SKZI, created by order of Ministry of Digital Development, Communications and Mass Media Russia specialists of the Voskhod Research Institute, will solve problems import substitution in the field of information security and technological independence of ours states thanks to the implementation on the basis of the domestic processor and the Elbrus operating system. Confirmation of this is the certificate of compliance of the FSB of Russia received by our institute. CryptoBC X minimizes the risks of unauthorized interference in the work, including with documents of the latest generation containing electronic media, noted the head of the information security department of the Voskhod Research Institute Andrei Pyanchenko.

2019

Presentation of SKZI "Crypto AC X"

On August 12, 2019 FSBI Research Institute "Sunrise" , he announced the development of the software and hardware of cryptographic information protection the Crypto VS X SKZI in a desktop version.

All the main cryptographic functions are implemented in SKZI taking into account the requirements of modern national standards in the field of cryptographic information protection, GOST R 34.10.2012, GOST R 34.11.2012 and GOST R 34.12.2015, as well as BAC and EAC mechanisms. This makes it possible to ensure safe interaction with Russian and foreign travel documents, identity documents, as well as latest generation driver's licenses.

In addition, SKZI meets the "Requirements for cryptographic information protection tools designed to protect information that does not contain information constituting state secrets" in class KC3 and "Requirements for means" electronic signature in class KS3 (certificate of compliance FSB Russia No. SF/124-3656 dated March 20, 2019 is valid until March 20, 2022).

This device can be used:

• as part of the Information Systems Users AWS;
• as part of home and office PCs;
• as part of specialized small-sized solutions;
• in places where the installation of CSI servers or software CSI is impossible or economically impractical.

The created product will allow employees of the MFC and other interested departments to work with an updated document format (with an embedded electronic chip), using not a large-scale industrial solution, but a small inexpensive device.
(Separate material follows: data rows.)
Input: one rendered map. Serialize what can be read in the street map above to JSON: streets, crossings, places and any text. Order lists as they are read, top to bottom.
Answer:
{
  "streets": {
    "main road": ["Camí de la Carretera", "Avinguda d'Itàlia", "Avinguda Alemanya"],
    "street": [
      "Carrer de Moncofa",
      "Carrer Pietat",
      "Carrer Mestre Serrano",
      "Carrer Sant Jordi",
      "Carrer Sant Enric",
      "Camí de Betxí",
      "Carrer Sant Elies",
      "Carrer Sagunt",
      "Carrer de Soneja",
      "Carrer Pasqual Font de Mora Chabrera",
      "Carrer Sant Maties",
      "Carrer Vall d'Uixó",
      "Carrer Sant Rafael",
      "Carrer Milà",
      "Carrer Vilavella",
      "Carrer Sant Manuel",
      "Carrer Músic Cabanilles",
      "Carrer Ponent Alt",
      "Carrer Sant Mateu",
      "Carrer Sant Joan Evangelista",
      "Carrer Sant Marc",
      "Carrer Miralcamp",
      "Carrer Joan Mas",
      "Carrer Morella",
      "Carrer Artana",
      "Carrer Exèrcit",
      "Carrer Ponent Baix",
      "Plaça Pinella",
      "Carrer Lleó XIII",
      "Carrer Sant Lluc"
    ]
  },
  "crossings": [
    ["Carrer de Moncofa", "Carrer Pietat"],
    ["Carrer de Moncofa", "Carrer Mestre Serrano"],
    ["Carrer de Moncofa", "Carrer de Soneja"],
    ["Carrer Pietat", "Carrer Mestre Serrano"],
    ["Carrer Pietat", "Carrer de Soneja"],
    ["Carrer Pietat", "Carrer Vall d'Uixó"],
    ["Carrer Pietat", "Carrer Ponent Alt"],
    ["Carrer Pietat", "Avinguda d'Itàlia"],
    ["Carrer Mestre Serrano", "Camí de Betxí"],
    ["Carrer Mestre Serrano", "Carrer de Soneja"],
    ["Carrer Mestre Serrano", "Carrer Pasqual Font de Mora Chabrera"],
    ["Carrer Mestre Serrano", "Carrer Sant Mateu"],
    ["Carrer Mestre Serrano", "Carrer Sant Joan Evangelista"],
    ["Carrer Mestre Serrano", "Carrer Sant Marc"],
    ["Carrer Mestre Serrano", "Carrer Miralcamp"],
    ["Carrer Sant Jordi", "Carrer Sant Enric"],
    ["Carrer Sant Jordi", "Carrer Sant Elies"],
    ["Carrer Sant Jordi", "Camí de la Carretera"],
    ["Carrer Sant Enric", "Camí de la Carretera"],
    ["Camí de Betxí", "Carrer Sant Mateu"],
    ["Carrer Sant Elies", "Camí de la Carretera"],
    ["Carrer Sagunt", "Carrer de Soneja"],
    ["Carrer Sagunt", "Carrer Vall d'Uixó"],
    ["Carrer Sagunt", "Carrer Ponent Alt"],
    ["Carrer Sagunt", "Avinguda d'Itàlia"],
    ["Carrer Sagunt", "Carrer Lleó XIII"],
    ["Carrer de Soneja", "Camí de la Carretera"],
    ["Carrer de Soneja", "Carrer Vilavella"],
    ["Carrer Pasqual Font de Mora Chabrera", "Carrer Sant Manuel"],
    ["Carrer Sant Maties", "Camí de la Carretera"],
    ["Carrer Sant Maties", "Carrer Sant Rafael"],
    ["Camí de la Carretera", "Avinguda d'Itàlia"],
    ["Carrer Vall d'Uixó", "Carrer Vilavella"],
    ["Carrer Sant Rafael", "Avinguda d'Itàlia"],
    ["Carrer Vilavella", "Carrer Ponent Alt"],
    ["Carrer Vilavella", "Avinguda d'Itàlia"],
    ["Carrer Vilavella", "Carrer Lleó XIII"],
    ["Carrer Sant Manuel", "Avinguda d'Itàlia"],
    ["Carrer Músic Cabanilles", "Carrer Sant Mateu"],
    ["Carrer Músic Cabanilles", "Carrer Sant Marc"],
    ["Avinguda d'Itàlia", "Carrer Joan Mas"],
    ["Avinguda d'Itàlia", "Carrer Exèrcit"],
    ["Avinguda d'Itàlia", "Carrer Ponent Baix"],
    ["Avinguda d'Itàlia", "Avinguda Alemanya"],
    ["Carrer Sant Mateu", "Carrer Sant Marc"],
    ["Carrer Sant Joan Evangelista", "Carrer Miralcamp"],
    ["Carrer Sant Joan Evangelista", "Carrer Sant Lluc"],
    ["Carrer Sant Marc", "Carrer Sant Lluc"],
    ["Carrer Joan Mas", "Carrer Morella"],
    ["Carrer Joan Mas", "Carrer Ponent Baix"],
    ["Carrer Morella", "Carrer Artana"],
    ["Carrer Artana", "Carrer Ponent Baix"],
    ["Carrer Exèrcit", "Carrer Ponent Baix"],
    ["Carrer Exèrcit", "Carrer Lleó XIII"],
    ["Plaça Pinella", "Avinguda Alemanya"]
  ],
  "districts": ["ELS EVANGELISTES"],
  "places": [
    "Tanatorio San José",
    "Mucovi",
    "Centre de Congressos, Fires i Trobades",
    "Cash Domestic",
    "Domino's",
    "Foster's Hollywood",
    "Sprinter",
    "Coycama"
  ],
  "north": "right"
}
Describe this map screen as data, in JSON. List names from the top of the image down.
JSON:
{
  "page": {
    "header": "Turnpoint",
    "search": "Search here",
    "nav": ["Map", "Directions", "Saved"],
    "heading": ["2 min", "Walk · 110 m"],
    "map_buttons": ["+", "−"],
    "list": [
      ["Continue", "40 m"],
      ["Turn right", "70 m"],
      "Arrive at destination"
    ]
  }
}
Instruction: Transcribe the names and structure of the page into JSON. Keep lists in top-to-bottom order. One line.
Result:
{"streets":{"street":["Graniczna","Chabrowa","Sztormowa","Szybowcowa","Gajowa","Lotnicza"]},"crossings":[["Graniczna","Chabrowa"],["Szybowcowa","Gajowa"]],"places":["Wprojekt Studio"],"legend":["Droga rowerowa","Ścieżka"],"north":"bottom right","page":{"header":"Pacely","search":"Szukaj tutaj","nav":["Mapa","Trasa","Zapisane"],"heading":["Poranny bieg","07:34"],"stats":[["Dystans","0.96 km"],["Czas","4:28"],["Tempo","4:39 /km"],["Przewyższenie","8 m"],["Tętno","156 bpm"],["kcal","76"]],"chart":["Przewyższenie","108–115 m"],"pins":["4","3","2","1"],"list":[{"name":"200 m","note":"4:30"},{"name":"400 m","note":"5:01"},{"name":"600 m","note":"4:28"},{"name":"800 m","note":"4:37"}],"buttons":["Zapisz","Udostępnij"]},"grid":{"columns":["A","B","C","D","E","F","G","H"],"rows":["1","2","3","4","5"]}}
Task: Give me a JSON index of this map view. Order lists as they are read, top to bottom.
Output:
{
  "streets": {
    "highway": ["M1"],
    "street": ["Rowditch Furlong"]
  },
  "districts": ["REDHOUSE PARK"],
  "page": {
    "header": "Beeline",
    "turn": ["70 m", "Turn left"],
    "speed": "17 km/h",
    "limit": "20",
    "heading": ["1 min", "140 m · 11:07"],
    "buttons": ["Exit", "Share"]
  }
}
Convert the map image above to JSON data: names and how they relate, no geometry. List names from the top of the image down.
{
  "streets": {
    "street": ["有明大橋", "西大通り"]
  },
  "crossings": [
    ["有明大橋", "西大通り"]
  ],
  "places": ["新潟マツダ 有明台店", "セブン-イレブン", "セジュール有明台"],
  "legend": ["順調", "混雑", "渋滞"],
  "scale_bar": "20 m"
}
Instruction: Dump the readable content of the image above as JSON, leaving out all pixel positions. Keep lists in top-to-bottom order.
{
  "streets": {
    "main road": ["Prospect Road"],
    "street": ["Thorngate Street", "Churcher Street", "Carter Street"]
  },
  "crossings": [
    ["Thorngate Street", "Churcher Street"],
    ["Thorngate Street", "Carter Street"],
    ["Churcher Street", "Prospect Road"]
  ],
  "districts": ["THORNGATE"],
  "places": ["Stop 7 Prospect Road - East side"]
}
In the future, we also plan to work on the appearance of the device, which will allow it to be used directly at the workplace of employees working with citizens,

Features and Characteristics

The main functions of the CSI (as of August 2019):

• generating a pseudorandom sequence;
• encryption according to algorithms GOST 28147-89, GOST R 34.12-2015 "Magma" and 3DES;
• imitation protection as per GOST 28147-89, GOST R 34.12-2015 "Magma" in simulated setting mode, CBC-MAC based on 3DES;
• formation and verification of electronic signature on algorithms GOST R 34.10-2012, GOST R 34.10-2001, ECDSA, RSA;
• calculation of hash function value on algorithms GOST R 34.11-2012, GOST R 34.11-94, SHA-1, SHA-224, SHA-256, SHA-384, SHA-512;
• making a key pair.

Key Features:

• ensuring secure interaction with BAC, EAC document chips, taking into account the requirements of national and international standards;
• performing all the main cryptographic operations on both domestic and foreign cryptographic algorithms;
• possibility of using external key media, including functional ones;
• interaction with PC by TCPIP protocol/via interfaces USB or; Ethernet
• Application software interface (API) for flexible embedding
• having a web-based administration interface with cryptographic authentication, which allows you to configure, manage the key storage and monitor the operation of the CSI.

Advantages of using a desktop CSI:

• small dimensions (51 × 51 × 51mm) and a convenient form factor that allow you to place the device on the workplace or use it as an embedded solution inside the hardware and software complex;
• Connectivity via both USB and Ethernet
• There is no need to make changes to the PC, including the installation of additional hardware modules required for software RMS of similar protection class;
• Support of BAC and EAC protocols, taking into account the requirements of modern national standards in the field of cryptographic protection of information to ensure interaction with travel documents and identity documents.